Wealth Strategies
BOOK REVIEW: How Nations Escape Poverty, By Rainer Zitelmann

A prolific author and commentator about attitudes on wealth, inequality, capitalism and sources of enterprise has done it again with an entertaining and instructive book that focuses on the achievements of Poland and Vietnam.
A few weeks ago, when I took part in a
web-based discussion about the language of wealth –
run in association with the US-based UHNW Institute – it
got me thinking about how capitalism, broadly defined, is seen
today.
In a nutshell, the response is, “not well.” Terms such as
“the one per cent” are positively mild in terms of how
contemporary capitalism (a shorthand term for a system based
broadly on private property rights, freedom of contract,
entrepreneurial risk taking, etc) is viewed. While some of the
attacks on the levels of inequality of wealth, and lack of
certain opportunities, are well-founded (particularly those gaps
caused by government policies, ironically, such as quantitative
easing) some of the attacks are misconceived. And the supposed
remedies of more state planning, steeply progressive taxes,
intervention and the like, have a spotty history.

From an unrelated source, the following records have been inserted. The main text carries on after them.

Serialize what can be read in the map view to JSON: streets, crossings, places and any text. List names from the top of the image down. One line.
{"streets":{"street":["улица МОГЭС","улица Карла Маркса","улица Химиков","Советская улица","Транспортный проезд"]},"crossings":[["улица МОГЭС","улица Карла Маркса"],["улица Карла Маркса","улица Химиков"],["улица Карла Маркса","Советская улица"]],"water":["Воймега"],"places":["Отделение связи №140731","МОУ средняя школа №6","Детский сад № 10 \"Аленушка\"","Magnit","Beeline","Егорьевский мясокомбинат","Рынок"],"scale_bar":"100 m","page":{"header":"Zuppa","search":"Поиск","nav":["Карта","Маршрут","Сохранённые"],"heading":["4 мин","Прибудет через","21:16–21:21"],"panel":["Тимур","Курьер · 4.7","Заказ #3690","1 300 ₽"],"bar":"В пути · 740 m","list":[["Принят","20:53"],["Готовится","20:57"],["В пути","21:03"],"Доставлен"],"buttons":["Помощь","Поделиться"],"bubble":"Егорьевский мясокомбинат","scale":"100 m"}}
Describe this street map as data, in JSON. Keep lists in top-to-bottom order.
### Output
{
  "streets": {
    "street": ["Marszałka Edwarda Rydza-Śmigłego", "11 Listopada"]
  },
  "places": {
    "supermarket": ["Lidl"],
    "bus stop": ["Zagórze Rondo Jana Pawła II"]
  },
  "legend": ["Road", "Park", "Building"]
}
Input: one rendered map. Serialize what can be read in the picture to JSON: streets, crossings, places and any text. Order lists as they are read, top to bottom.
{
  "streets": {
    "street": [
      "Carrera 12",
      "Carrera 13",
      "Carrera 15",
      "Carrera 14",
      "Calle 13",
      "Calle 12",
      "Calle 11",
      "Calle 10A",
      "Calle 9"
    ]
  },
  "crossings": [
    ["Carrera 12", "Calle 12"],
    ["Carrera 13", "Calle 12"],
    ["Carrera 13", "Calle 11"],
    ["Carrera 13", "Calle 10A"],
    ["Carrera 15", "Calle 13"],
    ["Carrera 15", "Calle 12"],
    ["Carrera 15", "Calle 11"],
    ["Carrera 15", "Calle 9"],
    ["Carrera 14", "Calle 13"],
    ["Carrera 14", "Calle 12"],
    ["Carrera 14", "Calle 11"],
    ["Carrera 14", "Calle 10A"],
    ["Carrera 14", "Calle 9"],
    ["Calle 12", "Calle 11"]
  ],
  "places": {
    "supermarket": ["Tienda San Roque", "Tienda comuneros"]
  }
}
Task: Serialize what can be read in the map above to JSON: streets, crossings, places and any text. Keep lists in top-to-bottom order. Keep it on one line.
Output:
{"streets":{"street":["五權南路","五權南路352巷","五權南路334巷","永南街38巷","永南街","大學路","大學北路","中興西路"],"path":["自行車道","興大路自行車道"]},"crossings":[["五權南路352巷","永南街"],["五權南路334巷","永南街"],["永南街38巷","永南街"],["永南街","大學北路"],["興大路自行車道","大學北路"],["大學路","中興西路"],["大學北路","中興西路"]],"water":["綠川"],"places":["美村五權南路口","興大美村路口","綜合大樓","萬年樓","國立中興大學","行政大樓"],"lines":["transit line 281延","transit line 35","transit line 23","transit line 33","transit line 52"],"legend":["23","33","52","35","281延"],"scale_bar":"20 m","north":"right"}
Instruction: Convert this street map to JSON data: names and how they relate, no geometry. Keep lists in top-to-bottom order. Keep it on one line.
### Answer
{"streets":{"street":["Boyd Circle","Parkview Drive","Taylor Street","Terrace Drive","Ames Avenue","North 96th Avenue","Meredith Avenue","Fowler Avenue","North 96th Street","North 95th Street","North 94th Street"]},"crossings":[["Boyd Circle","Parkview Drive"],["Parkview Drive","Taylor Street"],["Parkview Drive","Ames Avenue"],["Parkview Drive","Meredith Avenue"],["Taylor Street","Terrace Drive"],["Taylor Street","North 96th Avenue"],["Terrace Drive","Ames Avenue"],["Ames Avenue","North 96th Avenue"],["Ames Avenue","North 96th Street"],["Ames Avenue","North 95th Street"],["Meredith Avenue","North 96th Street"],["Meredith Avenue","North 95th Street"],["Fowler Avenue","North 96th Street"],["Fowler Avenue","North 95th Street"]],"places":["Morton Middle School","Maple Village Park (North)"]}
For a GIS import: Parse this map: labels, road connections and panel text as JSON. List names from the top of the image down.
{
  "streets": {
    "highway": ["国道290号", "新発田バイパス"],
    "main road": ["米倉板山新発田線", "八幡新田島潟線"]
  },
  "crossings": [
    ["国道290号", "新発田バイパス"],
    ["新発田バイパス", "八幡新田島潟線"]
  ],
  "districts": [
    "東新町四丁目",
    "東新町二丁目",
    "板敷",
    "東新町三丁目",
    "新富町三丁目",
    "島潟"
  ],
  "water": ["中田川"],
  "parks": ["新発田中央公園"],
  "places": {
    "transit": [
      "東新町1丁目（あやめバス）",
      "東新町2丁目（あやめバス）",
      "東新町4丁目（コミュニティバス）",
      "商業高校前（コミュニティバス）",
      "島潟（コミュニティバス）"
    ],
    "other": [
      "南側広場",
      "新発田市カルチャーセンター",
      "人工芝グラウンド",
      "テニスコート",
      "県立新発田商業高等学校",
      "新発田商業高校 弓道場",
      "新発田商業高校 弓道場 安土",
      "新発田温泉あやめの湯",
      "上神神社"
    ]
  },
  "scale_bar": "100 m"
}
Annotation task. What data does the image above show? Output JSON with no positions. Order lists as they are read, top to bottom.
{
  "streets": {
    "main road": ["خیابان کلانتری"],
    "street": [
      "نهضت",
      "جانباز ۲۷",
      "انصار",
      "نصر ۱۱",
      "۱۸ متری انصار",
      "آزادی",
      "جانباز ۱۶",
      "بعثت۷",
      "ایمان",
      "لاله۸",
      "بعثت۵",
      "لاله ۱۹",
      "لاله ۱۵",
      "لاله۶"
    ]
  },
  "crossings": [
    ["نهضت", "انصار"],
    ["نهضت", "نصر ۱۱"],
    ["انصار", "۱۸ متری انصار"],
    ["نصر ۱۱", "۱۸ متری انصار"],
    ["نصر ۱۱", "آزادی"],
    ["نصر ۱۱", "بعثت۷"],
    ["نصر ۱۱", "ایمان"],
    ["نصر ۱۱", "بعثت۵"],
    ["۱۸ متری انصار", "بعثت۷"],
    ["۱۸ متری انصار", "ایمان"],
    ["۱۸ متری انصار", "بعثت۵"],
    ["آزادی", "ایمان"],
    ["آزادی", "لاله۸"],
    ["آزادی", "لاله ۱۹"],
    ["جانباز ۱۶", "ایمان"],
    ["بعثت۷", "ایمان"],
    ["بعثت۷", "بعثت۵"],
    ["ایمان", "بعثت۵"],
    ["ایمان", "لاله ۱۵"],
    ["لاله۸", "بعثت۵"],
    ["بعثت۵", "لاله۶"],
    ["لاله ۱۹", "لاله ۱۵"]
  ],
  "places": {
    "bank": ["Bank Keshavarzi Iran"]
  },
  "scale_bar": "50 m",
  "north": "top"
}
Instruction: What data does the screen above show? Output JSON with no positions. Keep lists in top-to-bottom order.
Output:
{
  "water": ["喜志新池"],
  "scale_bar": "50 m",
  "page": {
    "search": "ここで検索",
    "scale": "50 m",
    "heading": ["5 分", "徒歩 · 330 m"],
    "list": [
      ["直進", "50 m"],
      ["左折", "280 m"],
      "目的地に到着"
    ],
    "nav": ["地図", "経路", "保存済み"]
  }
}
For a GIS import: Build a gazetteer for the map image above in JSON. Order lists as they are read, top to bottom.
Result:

Well, this is the sort of view that comes from Rainer Zitelmann
(pictured), a German entrepreneur, sociologist, and commentator
who has delved into the attitudes people have about business and
wealth. For example, he produced what in some ways was a
cutting-edge piece of research in his book, The Wealth
Elite (2018). And in another book, The Rich In Public
Opinion (2020), he’s teased out how people’s views can often
be grounded in envy and resentment and explains why these
thoughts aren’t justified by the facts. In other words, Dr
Zitelmann (he has a PhD in philosophy), “holds up a
mirror,” Unsurprisingly, his analyses can make people feel
uncomfortable. No “social justice warrior” wants to be told that
their views are unpleasant and ill-founded. (See articles
here and
here about his books.)
Less controversially, perhaps, Dr Zitelmann takes the course of
looking at real-world examples of countries that have moved down
a broadly free market path since WW2: Poland after the fall of
the Soviet Union, Vietnam since the 1980s, West Germany after
1945, the US under Reagan in the early 1980s, and the UK under
Thatcher.
While he does not gloss over problems or shortcomings (Vietnam
remains a Communist country, and Poland has fallen off some of
its reforms of late, as has the UK), Dr Zitelmann argues that the
direction of travel is pretty clear. If one wants to raise the
overall standard of living of the poorest, then this means
capitalism, broadly understood. While he does not mention him by
name, Dr Zitelmann’s argument reminds me of the point made by the
late, left-leaning Harvard professor, John Rawls. Rawls, in his
book, A Theory of Justice (1971) said that one can
justify inequality to some extent if one can show that people are
still, in net terms, better off than they would otherwise be
under a completely egalitarian, all-must-have-prizes, system. To
some extent, this argument about preferring unequal prosperity to
equal penury is one of those political debates that never fades,
although the vocabulary changes. (There is always the caveat that
even under systems of capitalism that exist in the real world, a
safety net of welfare, both at the state and private level, is
important.)
Why should busy wealth managers read this book? Because, I would
argue, they need to have arguments at their disposal when that
moment comes when they are challenged to justify their jobs from
those outside. This sector does not operate in a bubble, and it
is important to understand how it is seen in the wider political
conversation. It is not, arguably, enough to say how much
entrepreneurs or inheritors give to charity, but how much
they “give back.”
It is even more important to drive home the point that properly
run, free enterprise is not a zero-sum game, and that all people
benefit from an expanding economic pie. Dr Zitelmann, with reams
of data and engaging personal stories, achieves that objective.